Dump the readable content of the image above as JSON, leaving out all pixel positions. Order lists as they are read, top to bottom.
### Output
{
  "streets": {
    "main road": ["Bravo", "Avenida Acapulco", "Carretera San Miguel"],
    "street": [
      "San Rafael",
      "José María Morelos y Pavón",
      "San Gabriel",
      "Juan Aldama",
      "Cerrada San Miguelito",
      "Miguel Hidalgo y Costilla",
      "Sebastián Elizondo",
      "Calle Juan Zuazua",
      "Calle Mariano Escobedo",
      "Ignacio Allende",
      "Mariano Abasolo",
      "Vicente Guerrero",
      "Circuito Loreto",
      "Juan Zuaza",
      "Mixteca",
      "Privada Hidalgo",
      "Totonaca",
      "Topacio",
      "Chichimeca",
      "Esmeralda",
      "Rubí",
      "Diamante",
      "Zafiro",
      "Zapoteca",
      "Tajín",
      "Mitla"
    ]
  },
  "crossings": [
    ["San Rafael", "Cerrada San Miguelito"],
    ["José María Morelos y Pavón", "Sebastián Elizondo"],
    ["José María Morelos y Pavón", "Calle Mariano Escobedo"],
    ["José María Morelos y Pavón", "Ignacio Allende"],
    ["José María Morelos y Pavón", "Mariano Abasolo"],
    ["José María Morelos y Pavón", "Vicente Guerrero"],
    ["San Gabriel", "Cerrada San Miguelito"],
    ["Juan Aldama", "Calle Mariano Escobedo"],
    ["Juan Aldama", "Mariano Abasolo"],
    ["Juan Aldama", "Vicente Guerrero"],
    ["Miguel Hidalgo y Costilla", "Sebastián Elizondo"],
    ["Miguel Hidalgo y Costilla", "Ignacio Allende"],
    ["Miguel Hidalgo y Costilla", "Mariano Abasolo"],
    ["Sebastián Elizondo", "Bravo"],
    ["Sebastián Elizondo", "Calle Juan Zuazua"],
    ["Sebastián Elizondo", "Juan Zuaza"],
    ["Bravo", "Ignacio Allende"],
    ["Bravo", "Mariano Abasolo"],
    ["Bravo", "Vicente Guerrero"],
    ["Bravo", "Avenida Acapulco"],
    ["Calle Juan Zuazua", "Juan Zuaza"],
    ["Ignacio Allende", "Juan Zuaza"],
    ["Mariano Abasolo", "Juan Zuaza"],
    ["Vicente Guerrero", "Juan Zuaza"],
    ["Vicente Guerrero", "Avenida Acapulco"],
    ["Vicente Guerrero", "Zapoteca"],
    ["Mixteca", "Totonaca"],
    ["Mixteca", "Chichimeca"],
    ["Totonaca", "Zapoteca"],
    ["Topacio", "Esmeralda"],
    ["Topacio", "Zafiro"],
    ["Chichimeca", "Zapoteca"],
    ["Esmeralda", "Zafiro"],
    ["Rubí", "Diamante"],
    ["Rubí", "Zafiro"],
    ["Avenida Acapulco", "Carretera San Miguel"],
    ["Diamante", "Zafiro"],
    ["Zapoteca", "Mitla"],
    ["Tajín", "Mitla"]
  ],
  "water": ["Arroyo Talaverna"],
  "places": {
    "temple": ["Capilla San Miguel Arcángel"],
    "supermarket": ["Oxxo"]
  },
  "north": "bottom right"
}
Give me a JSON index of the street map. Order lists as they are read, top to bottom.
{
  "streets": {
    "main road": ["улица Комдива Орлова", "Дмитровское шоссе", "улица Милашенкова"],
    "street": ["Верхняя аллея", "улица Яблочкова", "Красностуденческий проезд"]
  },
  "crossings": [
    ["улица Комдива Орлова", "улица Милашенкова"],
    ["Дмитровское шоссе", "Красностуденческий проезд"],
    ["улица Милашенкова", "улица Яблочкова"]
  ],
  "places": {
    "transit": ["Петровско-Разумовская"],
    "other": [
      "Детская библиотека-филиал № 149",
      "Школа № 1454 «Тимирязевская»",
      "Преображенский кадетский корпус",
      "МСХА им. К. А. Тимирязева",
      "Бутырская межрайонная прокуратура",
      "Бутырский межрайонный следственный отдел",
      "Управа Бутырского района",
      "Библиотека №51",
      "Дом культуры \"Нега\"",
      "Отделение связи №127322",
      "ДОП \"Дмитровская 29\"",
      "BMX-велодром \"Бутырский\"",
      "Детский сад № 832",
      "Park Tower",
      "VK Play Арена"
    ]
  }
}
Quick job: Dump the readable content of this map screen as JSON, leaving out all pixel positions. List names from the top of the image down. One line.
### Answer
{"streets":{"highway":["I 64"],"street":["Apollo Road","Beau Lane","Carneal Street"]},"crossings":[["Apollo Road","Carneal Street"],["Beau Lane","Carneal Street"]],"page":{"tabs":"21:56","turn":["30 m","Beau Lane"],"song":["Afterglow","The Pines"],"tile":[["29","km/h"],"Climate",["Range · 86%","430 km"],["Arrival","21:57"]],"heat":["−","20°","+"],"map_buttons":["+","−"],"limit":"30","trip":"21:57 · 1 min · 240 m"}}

——

◆ **Work to be completed**
Each of the lines above must appear again, unchanged.

◆ **Result for this task**
Dump the readable content of the image above as JSON, leaving out all pixel positions. Order lists as they are read, top to bottom.
### Output
{
  "streets": {
    "main road": ["Bravo", "Avenida Acapulco", "Carretera San Miguel"],
    "street": [
      "San Rafael",
      "José María Morelos y Pavón",
      "San Gabriel",
      "Juan Aldama",
      "Cerrada San Miguelito",
      "Miguel Hidalgo y Costilla",
      "Sebastián Elizondo",
      "Calle Juan Zuazua",
      "Calle Mariano Escobedo",
      "Ignacio Allende",
      "Mariano Abasolo",
      "Vicente Guerrero",
      "Circuito Loreto",
      "Juan Zuaza",
      "Mixteca",
      "Privada Hidalgo",
      "Totonaca",
      "Topacio",
      "Chichimeca",
      "Esmeralda",
      "Rubí",
      "Diamante",
      "Zafiro",
      "Zapoteca",
      "Tajín",
      "Mitla"
    ]
  },
  "crossings": [
    ["San Rafael", "Cerrada San Miguelito"],
    ["José María Morelos y Pavón", "Sebastián Elizondo"],
    ["José María Morelos y Pavón", "Calle Mariano Escobedo"],
    ["José María Morelos y Pavón", "Ignacio Allende"],
    ["José María Morelos y Pavón", "Mariano Abasolo"],
    ["José María Morelos y Pavón", "Vicente Guerrero"],
    ["San Gabriel", "Cerrada San Miguelito"],
    ["Juan Aldama", "Calle Mariano Escobedo"],
    ["Juan Aldama", "Mariano Abasolo"],
    ["Juan Aldama", "Vicente Guerrero"],
    ["Miguel Hidalgo y Costilla", "Sebastián Elizondo"],
    ["Miguel Hidalgo y Costilla", "Ignacio Allende"],
    ["Miguel Hidalgo y Costilla", "Mariano Abasolo"],
    ["Sebastián Elizondo", "Bravo"],
    ["Sebastián Elizondo", "Calle Juan Zuazua"],
    ["Sebastián Elizondo", "Juan Zuaza"],
    ["Bravo", "Ignacio Allende"],
    ["Bravo", "Mariano Abasolo"],
    ["Bravo", "Vicente Guerrero"],
    ["Bravo", "Avenida Acapulco"],
    ["Calle Juan Zuazua", "Juan Zuaza"],
    ["Ignacio Allende", "Juan Zuaza"],
    ["Mariano Abasolo", "Juan Zuaza"],
    ["Vicente Guerrero", "Juan Zuaza"],
    ["Vicente Guerrero", "Avenida Acapulco"],
    ["Vicente Guerrero", "Zapoteca"],
    ["Mixteca", "Totonaca"],
    ["Mixteca", "Chichimeca"],
    ["Totonaca", "Zapoteca"],
    ["Topacio", "Esmeralda"],
    ["Topacio", "Zafiro"],
    ["Chichimeca", "Zapoteca"],
    ["Esmeralda", "Zafiro"],
    ["Rubí", "Diamante"],
    ["Rubí", "Zafiro"],
    ["Avenida Acapulco", "Carretera San Miguel"],
    ["Diamante", "Zafiro"],
    ["Zapoteca", "Mitla"],
    ["Tajín", "Mitla"]
  ],
  "water": ["Arroyo Talaverna"],
  "places": {
    "temple": ["Capilla San Miguel Arcángel"],
    "supermarket": ["Oxxo"]
  },
  "north": "bottom right"
}
Give me a JSON index of the street map. Order lists as they are read, top to bottom.
{
  "streets": {
    "main road": ["улица Комдива Орлова", "Дмитровское шоссе", "улица Милашенкова"],
    "street": ["Верхняя аллея", "улица Яблочкова", "Красностуденческий проезд"]
  },
  "crossings": [
    ["улица Комдива Орлова", "улица Милашенкова"],
    ["Дмитровское шоссе", "Красностуденческий проезд"],
    ["улица Милашенкова", "улица Яблочкова"]
  ],
  "places": {
    "transit": ["Петровско-Разумовская"],
    "other": [
      "Детская библиотека-филиал № 149",
      "Школа № 1454 «Тимирязевская»",
      "Преображенский кадетский корпус",
      "МСХА им. К. А. Тимирязева",
      "Бутырская межрайонная прокуратура",
      "Бутырский межрайонный следственный отдел",
      "Управа Бутырского района",
      "Библиотека №51",
      "Дом культуры \"Нега\"",
      "Отделение связи №127322",
      "ДОП \"Дмитровская 29\"",
      "BMX-велодром \"Бутырский\"",
      "Детский сад № 832",
      "Park Tower",
      "VK Play Арена"
    ]
  }
}
Quick job: Dump the readable content of this map screen as JSON, leaving out all pixel positions. List names from the top of the image down. One line.
### Answer
{"streets":{"highway":["I 64"],"street":["Apollo Road","Beau Lane","Carneal Street"]},"crossings":[["Apollo Road","Carneal Street"],["Beau Lane","Carneal Street"]],"page":{"tabs":"21:56","turn":["30 m","Beau Lane"],"song":["Afterglow","The Pines"],"tile":[["29","km/h"],"Climate",["Range · 86%","430 km"],["Arrival","21:57"]],"heat":["−","20°","+"],"map_buttons":["+","−"],"limit":"30","trip":"21:57 · 1 min · 240 m"}}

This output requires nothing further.